Thereafter, the optical disc 125 is further scanned as shown in FIG. 4C. The incident beam reaches the center portion of the unevenness 126. The portion to which the incident beam is emitted is nearly flat. Thus, the beam reflected from the center portion of the unevenness 126 is nearly in parallel with the beam reflected from the optical disc. The beam reflected from the center portion of the unevenness 126 reaches the line CCD 129.

Thereafter, the incident beam approaches the other edge of the unevenness 126. This state is shown in FIG. 5A. Since the beam 128 is reflected at a larger reflection angle than that of the flat optical disc as shown in FIG. 5A because of an inclination of the unevenness 126. As a result, the reflected beam is blocked by the aperture 127. Thus, the reflected beam 128 does not reach the line CCD 129. The state of which the reflected beam 128 does not reach the line CCD 129 continues after the state shown in FIG. 4C immediately before the state shown in FIG. 5B.

In the state shown in FIG. 5B, the incident beam passes through the unevenness 126. Thereafter, the incident beam is reflected at the regular reflection angle. As a result, the reflected beam 128 reaches the line CCD 129.

After the sequence of operations of which the optical disc 125 is scanned shown in FIG. 4A to FIG. 5B has been completed, an image of the optical disc 125 is read by the line CCD 129 as shown in FIG. 5C. In other words, the first scanned portion of the unevenness 126 is bright, whereas the last scanned portion of the unevenness 126 is dark due to the presence of the aperture 127. With this image, it can be easily determined whether there is unevenness on the front surface of the optical disc.

Next, an example of which a defect such as dust is photographed by the first camera 107 (that functions as an image sensor like the line CCD) of the conventional visual inspection apparatus will be described. FIG. 6 is a schematic diagram showing an example of which a one-layer type DVD is photographed by a conventional visual inspection apparatus. The one-layer type DVD has a structure of which two 0.6 mm thick substrates are adhered. Thus, the one-layer type DVD has a thickness of 1.2 mm. The distance between an information reading surface 131 and a reflection surface 130 is 0.6 mm The information reading surface 131 is the front surface of the optical disc. The reflection surface 130 is a pit formed surface of the optical disc. A two-layer type DVD (referred to as DVD-9 of which data are read from one side) has two substrates each having a reflection layer and a light semi-transmission layer. An intermediate layer having a thickness of 40 to 70 μm is interposed between the two substrates that are adhered.

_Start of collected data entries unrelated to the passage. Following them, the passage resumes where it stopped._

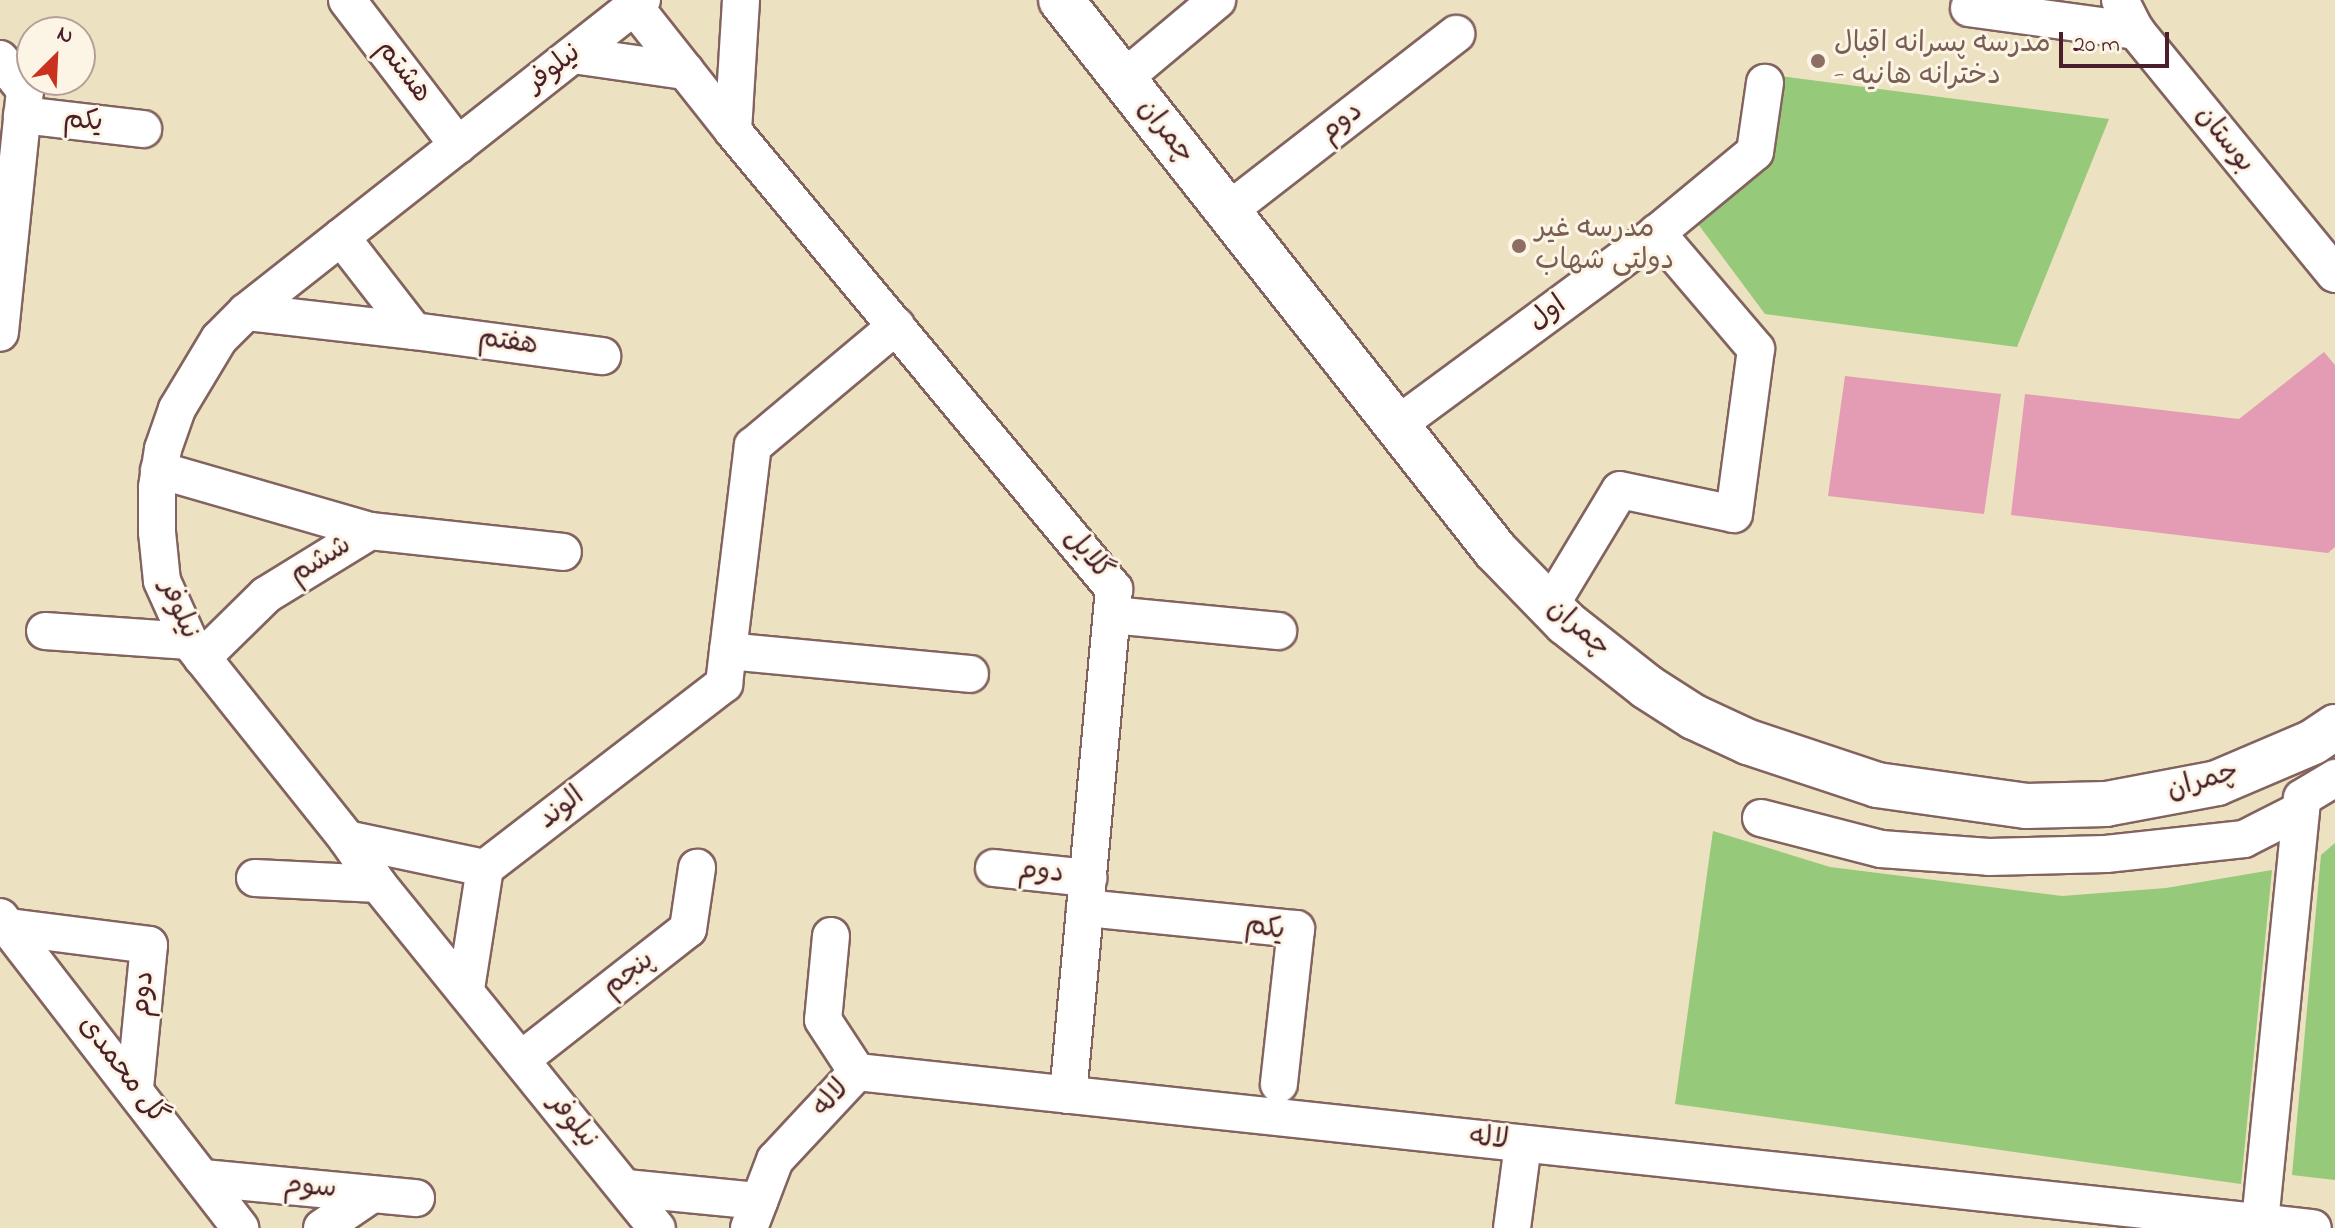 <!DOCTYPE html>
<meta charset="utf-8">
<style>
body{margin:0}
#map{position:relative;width:2335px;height:1228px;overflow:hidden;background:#ece1c0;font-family:"Indie Flower","Playpen Sans Arabic",sans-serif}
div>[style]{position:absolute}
.green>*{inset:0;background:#96c979}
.building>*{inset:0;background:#e39cb4}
.roads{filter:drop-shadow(2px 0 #83635f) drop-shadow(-2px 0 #83635f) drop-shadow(0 2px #83635f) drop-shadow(0 -2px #83635f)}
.minor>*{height:36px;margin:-18px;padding:0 18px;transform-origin:18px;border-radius:18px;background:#fff}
.major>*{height:44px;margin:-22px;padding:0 22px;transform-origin:22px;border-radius:22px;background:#fff}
.dots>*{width:22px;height:22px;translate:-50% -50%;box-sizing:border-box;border:4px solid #fcf5e5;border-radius:50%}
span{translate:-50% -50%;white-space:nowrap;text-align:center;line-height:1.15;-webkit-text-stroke:6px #fcf5e5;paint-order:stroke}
.education-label{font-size:28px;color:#785e54}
.left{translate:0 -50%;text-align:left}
.street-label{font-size:28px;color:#4a1f2b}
.north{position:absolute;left:16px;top:16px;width:80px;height:80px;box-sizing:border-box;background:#fcf5e5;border:2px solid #b59f9b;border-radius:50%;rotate:24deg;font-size:22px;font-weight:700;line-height:32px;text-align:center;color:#4a1f2b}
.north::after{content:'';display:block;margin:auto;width:28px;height:36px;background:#c8321e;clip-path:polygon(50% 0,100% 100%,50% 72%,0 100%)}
.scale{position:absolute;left:2059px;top:32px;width:110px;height:36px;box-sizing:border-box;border:4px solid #4a1f2b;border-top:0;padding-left:10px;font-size:24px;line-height:28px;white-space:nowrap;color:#4a1f2b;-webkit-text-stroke:6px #fcf5e5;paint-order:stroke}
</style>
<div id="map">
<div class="green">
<i style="clip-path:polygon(1773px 75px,2109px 119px,2017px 347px,1765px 314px,1698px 224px)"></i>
<i style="clip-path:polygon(1713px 831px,1830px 867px,2062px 896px,2166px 888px,2272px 870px,2241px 1184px,1675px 1104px)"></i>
<i style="clip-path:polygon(2335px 843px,2335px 1180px,2292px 1175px,2321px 855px)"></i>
</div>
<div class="building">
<i style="clip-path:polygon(2324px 352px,2335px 365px,2335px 547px,2328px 553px,2011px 515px,2025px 394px,2239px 419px)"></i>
<i style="clip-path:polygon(1845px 376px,2001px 394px,1984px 514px,1828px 496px)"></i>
</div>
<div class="roads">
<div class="minor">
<i style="left:347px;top:0;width:183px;rotate:52.6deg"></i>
<i style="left:642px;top:0;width:504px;rotate:141.77deg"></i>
<i style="left:246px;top:312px;width:38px;rotate:135deg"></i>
<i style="left:219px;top:339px;width:82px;rotate:121deg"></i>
<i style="left:177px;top:409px;width:42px;rotate:109.3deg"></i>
<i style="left:163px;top:449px;width:39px;rotate:99deg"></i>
<i style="left:157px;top:488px;width:44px;rotate:90deg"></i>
<i style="left:157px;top:532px;width:49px;rotate:84.2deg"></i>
<i style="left:162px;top:581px;width:66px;rotate:65.8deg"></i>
<i style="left:189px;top:641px;width:253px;rotate:51.4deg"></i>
<i style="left:347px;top:839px;width:55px;rotate:55.4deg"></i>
<i style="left:378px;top:884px;width:443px;rotate:51deg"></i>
<i style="left:741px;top:0;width:131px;rotate:93.5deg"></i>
<i style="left:733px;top:131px;width:596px;rotate:50.24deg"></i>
<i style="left:1114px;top:589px;width:508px;rotate:95.19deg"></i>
<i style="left:2120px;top:0;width:35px;rotate:63deg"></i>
<i style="left:2136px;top:31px;width:314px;rotate:50.7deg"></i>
<i style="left:634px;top:6px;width:159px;rotate:51.6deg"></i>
<i style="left:1969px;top:8px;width:169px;rotate:7.8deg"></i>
<i style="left:573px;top:55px;width:114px;rotate:8.1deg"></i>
<i style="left:0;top:59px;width:40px;rotate:51deg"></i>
<i style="left:25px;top:90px;width:244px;rotate:95.9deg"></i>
<i style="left:1123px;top:79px;width:123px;rotate:-40deg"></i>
<i style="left:22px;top:115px;width:122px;rotate:6.6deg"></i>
<i style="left:1228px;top:211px;width:289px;rotate:-37.8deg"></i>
<i style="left:341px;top:237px;width:119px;rotate:52.2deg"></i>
<i style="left:414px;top:331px;width:190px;rotate:7.6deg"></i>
<i style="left:246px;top:312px;width:169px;rotate:6.5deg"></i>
<i style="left:1397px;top:425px;width:323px;rotate:-36.4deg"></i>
<i style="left:1657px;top:233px;width:127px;rotate:-39.6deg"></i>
<i style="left:1755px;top:152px;width:70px;rotate:-81.8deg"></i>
<i style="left:159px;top:470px;width:220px;rotate:16.1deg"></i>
<i style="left:1550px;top:606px;width:135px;rotate:-58.9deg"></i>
<i style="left:1620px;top:490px;width:116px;rotate:11.9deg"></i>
<i style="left:1734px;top:514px;width:166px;rotate:-82.4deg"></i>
<i style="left:1756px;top:349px;width:153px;rotate:-130.5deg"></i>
<i style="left:1112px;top:615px;width:167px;rotate:5.5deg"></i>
<i style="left:45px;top:631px;width:144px;rotate:4deg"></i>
<i style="left:728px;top:651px;width:243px;rotate:5.4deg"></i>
<i style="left:202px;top:658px;width:90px;rotate:-44.5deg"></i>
<i style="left:266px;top:595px;width:122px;rotate:-31.6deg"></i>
<i style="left:370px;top:531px;width:194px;rotate:6.2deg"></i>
<i style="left:1761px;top:818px;width:124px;rotate:14.5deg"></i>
<i style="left:1881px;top:849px;width:108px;rotate:4.2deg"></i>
<i style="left:1989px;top:857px;width:117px;rotate:-1.5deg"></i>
<i style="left:2106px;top:854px;width:139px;rotate:-6.2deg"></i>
<i style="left:2244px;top:839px;width:64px;rotate:-27deg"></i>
<i style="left:347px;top:839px;width:141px;rotate:11.9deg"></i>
<i style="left:485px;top:868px;width:302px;rotate:-37.6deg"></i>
<i style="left:724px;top:684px;width:240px;rotate:-83.1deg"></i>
<i style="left:753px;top:446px;width:187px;rotate:-40deg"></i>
<i style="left:994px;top:868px;width:95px;rotate:6.1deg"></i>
<i style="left:255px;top:878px;width:123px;rotate:2.8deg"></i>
<i style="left:1085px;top:908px;width:212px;rotate:5.7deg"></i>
<i style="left:1296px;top:929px;width:156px;rotate:96.3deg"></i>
<i style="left:0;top:917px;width:393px;rotate:52.3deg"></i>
<i style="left:9px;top:927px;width:141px;rotate:7.3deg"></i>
<i style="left:149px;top:945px;width:144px;rotate:95.6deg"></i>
<i style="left:831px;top:936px;width:84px;rotate:95.4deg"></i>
<i style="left:823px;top:1020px;width:62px;rotate:56.8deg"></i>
<i style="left:466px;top:989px;width:122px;rotate:-81.1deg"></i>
<i style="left:522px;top:1059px;width:211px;rotate:-38.1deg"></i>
<i style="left:688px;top:929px;width:62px;rotate:-81.6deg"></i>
<i style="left:203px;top:1178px;width:214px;rotate:5.4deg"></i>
<i style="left:626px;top:1188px;width:134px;rotate:5.6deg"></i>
<i style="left:2260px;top:1222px;width:426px;rotate:-84.3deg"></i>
<i style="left:2302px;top:798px;width:39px;rotate:-31deg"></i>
<i style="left:322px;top:1228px;width:60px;rotate:-34.2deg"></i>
<i style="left:749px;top:1228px;width:73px;rotate:-69.1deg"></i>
<i style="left:775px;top:1160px;width:120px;rotate:-47deg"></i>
<i style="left:857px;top:1072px;width:1464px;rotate:6.12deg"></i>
<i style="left:1512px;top:1228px;width:85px;rotate:-82.5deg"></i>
</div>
<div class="major">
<i style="left:1061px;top:0;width:701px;rotate:51.72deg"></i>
<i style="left:1495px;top:550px;width:102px;rotate:45.8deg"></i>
<i style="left:1566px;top:623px;width:103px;rotate:38.3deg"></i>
<i style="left:1647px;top:687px;width:56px;rotate:32.6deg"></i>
<i style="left:1694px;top:717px;width:60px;rotate:24.8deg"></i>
<i style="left:1748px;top:742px;width:136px;rotate:18.4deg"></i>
<i style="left:1877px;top:785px;width:150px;rotate:8deg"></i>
<i style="left:2026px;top:806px;width:80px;rotate:-1.4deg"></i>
<i style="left:2106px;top:804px;width:113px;rotate:-10.7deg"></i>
<i style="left:2217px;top:783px;width:104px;rotate:-23.1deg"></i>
<i style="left:2313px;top:742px;width:27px;rotate:-34deg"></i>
</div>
</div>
<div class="dots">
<i style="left:1818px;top:61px;background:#8d6e63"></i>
<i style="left:1519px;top:246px;background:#8d6e63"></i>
</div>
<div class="education-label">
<span class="left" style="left:1834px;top:61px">مدرسه پسرانه اقبال<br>- دخترانه هانیه</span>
<span class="left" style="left:1535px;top:246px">مدرسه غیر<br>دولتی شهاب</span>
</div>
<div class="street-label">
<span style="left:554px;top:69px;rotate:-38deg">نیلوفر</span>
<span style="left:403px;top:72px;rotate:52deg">هشتم</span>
<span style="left:83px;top:122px;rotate:6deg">یکم</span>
<span style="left:1342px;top:123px;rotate:-38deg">دوم</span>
<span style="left:1165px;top:132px;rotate:52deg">چمران</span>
<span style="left:2224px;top:140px;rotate:51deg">بوستان</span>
<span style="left:1548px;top:314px;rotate:-36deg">اول</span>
<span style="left:508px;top:343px;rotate:8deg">هفتم</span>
<span style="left:1087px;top:555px;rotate:50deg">گلایل</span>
<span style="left:321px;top:561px;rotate:-32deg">ششم</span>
<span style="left:178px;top:610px;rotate:67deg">نیلوفر</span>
<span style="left:1578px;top:629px;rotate:41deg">چمران</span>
<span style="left:2203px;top:782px;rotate:-16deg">چمران</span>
<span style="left:562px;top:809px;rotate:-38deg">الوند</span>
<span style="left:1041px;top:873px;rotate:6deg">دوم</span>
<span style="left:1265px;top:929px;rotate:11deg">یکم</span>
<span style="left:629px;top:975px;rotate:-38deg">پنجم</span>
<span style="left:144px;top:994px;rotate:-85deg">دوم</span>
<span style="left:122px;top:1071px;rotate:53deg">گل محمدی</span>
<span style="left:832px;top:1099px;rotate:-47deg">لاله</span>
<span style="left:572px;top:1122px;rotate:51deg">نیلوفر</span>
<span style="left:1489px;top:1140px;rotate:6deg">لاله</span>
<span style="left:310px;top:1188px;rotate:5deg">سوم</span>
</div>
<div class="north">N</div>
<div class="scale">20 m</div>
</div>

FIG. 6 shows a one-layer type DVD. A two-layer type DVD is inspected in the same manner. In the case of the two-layer type DVD, pits on the first layer and pits on the second layer can be separately read by adjusting a focal distance of a lens. Thus, in the following, only the one-layer type DVD will be exemplified.

A line-shaped beam that has been reached from the information reading surface 131 is reflected on a reflection surface 130. Thereafter, the reflected line-shaped beam passes through the information reading surface 131. Thereafter, the line-shaped beam is detected by a the line CCD 132. Assuming that a 100 μm wide defect 133 exists on the reflection surface 130, the light amount of the beam reflected from the defect portion is small. Thus, the light amount of the beam detected by the CCD 132 is small. As a result, in an image photographed by the CCD 132, a portion corresponding to a defect 133 appears as a dark real image 134. In the drawing, a surface denoted as the line CCD 132 represents a surface on which a reflected beam is projected.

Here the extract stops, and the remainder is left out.